Do you still remember the first song you heard? That one moment that ultimately changed your life? Unsuspecting, I stood in my favorite bookstore. It was time for the weekly acquisition of books. There it was, just like that on a cute little pile. The album Crecent by Gackt. Shrink-packed, of course. I remember picking it up and thinking [Hm … is that a man or a woman? Who is that?] And I thought about it really long. Because I used to buy books so often, I only had a certain budget for the week to spend on them. And this album pushed me to my budget limit. The standard was that I always left the shop with 2-3 new books. But if I bought this album, it would only be one book for this week. I found it difficult to decide. I mean, I didn’t know the artist. I didn’t know if his music was good and I would like it and for this uncertainty should I forego my beloved books for the week? They were all looking for a new home! (the books! :D) Then I put the album back aside and kept looking for new books. But I already noticed that I could no longer get involved so much in choosing new books. No book really interested me anymore, so I could have said: [Hey, I really want to read THAT!] I was standing at a loss in the bookshop and my eyes kept falling back on this album. So I decided to buy it. If I couldn’t find any interesting books anyway, I could safely buy this CD, despite the uncertainty whether I would like the artist or not. And that’s where it all started …
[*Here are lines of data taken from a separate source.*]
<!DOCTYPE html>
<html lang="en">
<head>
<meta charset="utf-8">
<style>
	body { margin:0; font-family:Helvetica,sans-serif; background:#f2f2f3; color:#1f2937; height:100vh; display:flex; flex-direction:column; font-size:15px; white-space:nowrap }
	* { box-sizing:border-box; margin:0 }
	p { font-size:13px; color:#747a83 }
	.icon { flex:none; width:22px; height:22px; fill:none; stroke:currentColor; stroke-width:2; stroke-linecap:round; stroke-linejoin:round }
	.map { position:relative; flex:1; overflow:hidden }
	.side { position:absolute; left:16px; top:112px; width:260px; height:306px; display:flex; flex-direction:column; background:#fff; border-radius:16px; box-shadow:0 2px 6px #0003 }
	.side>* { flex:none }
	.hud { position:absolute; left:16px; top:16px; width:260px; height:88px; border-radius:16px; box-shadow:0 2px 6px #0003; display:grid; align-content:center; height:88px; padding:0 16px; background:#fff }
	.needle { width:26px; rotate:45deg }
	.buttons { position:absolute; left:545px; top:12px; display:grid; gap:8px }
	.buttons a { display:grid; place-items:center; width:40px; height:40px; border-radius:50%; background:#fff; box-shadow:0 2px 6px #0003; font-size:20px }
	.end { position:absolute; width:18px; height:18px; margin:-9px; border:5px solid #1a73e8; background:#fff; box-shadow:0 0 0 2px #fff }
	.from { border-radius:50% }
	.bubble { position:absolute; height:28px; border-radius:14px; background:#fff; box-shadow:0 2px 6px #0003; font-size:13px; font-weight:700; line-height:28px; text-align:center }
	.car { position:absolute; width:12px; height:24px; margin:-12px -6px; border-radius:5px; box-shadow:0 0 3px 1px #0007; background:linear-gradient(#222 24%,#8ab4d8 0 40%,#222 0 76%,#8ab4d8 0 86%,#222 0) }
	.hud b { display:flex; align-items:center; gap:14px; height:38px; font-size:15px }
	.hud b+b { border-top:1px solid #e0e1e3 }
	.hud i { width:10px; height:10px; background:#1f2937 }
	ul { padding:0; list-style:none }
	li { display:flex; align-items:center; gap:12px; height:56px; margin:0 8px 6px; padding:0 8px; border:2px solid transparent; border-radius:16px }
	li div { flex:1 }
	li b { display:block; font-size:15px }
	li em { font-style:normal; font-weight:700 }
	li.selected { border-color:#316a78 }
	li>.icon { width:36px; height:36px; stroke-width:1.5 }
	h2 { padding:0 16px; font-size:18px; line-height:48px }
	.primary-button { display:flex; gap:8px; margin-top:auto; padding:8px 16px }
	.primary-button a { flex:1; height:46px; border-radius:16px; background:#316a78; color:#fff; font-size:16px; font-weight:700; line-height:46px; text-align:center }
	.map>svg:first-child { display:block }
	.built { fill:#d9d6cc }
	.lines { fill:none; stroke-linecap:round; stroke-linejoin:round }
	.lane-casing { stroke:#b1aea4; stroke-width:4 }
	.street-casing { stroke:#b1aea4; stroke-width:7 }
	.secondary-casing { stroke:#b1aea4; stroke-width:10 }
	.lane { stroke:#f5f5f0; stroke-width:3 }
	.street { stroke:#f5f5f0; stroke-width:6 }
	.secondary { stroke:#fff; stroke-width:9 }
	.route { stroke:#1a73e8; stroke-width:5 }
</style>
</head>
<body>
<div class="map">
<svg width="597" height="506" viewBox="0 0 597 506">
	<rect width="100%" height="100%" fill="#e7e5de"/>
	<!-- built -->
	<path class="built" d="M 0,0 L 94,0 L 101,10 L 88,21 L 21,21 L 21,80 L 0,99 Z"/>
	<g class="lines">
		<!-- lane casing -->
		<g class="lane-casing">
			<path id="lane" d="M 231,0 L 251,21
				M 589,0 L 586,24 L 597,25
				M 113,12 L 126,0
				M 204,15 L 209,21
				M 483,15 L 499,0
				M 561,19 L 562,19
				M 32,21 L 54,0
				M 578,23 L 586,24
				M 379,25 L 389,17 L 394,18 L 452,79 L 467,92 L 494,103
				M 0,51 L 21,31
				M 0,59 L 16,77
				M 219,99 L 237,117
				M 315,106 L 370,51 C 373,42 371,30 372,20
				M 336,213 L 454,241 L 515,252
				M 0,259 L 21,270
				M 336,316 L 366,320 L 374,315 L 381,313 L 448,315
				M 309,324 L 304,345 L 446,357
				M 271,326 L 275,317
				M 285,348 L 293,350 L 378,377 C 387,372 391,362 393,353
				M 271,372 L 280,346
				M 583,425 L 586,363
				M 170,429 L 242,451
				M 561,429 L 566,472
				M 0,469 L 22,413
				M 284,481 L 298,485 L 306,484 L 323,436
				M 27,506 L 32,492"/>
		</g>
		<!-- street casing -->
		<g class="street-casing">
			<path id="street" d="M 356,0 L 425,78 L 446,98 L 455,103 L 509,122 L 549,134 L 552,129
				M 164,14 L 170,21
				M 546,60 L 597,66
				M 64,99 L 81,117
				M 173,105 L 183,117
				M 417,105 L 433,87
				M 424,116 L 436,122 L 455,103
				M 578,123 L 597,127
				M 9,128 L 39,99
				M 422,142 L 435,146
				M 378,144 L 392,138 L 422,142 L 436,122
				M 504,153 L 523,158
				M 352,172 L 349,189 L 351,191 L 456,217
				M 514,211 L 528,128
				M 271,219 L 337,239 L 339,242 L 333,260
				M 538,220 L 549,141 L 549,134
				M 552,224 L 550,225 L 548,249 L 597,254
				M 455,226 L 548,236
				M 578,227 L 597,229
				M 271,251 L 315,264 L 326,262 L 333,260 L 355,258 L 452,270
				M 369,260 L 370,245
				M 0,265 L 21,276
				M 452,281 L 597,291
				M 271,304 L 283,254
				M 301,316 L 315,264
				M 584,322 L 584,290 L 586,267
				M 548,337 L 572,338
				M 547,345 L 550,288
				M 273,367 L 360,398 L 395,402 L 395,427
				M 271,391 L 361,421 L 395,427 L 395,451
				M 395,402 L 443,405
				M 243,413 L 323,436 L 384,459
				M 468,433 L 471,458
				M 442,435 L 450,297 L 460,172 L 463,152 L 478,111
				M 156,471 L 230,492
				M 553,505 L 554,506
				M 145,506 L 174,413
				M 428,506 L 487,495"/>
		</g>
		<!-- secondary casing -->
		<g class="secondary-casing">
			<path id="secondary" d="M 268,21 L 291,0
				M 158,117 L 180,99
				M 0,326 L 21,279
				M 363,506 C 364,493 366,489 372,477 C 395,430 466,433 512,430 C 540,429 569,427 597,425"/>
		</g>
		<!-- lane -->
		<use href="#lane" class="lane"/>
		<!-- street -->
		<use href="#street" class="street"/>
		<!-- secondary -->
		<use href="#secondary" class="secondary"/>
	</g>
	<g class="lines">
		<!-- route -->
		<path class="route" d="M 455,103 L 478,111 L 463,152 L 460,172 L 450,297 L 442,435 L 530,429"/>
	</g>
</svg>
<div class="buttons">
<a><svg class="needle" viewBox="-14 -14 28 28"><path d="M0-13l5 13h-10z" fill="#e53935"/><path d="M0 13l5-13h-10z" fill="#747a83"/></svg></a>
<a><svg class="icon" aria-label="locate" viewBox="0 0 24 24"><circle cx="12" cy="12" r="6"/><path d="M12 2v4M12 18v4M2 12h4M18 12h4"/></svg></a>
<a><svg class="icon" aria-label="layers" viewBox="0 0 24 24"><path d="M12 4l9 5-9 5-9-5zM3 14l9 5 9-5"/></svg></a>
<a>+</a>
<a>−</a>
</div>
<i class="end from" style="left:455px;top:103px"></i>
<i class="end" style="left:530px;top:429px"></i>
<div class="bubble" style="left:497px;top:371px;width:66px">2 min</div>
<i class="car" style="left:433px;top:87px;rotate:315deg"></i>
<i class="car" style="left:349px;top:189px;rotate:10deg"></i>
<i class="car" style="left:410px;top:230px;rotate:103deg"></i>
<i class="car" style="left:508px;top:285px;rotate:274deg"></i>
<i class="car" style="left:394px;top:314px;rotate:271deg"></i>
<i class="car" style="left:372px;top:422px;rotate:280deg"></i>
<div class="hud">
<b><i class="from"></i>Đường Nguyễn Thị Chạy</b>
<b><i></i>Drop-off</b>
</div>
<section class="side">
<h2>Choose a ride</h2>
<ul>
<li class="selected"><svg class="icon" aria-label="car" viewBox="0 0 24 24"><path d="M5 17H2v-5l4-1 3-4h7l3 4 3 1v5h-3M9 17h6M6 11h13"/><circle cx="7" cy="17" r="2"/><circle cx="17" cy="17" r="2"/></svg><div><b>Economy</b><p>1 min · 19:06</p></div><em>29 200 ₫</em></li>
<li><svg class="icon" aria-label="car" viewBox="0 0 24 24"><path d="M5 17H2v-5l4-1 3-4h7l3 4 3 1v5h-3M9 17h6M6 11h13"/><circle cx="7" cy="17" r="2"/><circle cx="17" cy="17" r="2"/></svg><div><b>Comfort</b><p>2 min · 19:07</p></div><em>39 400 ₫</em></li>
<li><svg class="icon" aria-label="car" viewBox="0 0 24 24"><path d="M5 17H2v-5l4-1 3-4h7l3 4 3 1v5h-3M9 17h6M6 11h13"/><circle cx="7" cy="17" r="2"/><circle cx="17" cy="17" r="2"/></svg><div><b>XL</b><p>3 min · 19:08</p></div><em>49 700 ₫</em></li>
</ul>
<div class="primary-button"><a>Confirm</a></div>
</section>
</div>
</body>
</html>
When I got to my apartment I was filled with anticipation, I didn’t know where it was coming from! I literally tore the foil off the album, took out the CD and put it in my player. Since I ran my playlist on //Random Tracks// before, it was still stored and instead of starting with the first track, my player jumped to track number 7. Lust for Blood THAT WAS IT! I stood rooted in the room, my jaw dropped and I couldn’t move. I just stood there paralyzed for the whole song and just listened to this arrangement of instruments and this voice that moved something deep inside me. When the song was over I noticed that tears were in my eyes. Confused, I wiped them away and was annoyed at myself for reacting to a song like that. I didn’t really notice the rest of the songs on the album. I was very busy analyzing myself. But since I couldn’t get any further, I played this one, very specific track again and sat on my bed. I listened to the music, I listened to myself and all I found was a longing that was greater than anything I had known in life before. A deep connection, this pain of being alone, this abysmal longing for this one moment … This voice from this artist evoked all these feelings in me. It took me a long time to recover from that first time with Gackt. I don’t think I’m a mentally unstable person myself, on the contrary. I’m self-critical and not exactly timid about that and sometimes I would see myself as emotionally dull, so it was all the more astonishing for me that this song aroused such emotions in me. And over the years it was still like that. This artist has accompanied me through my life from that moment on. There are times when I listen to his music every day until this longing grabs me. Then there are times again when I can no longer hear him, BECAUSE this longing grips me otherwise. But I know he (Gackt and his music) has become an important part of my life. He showed me what it means to really give everything and I am very grateful for that. What was your first time?
Sorry, but I just had to get rid of that. This memory has been buzzing around in my head for days and refuses to go away.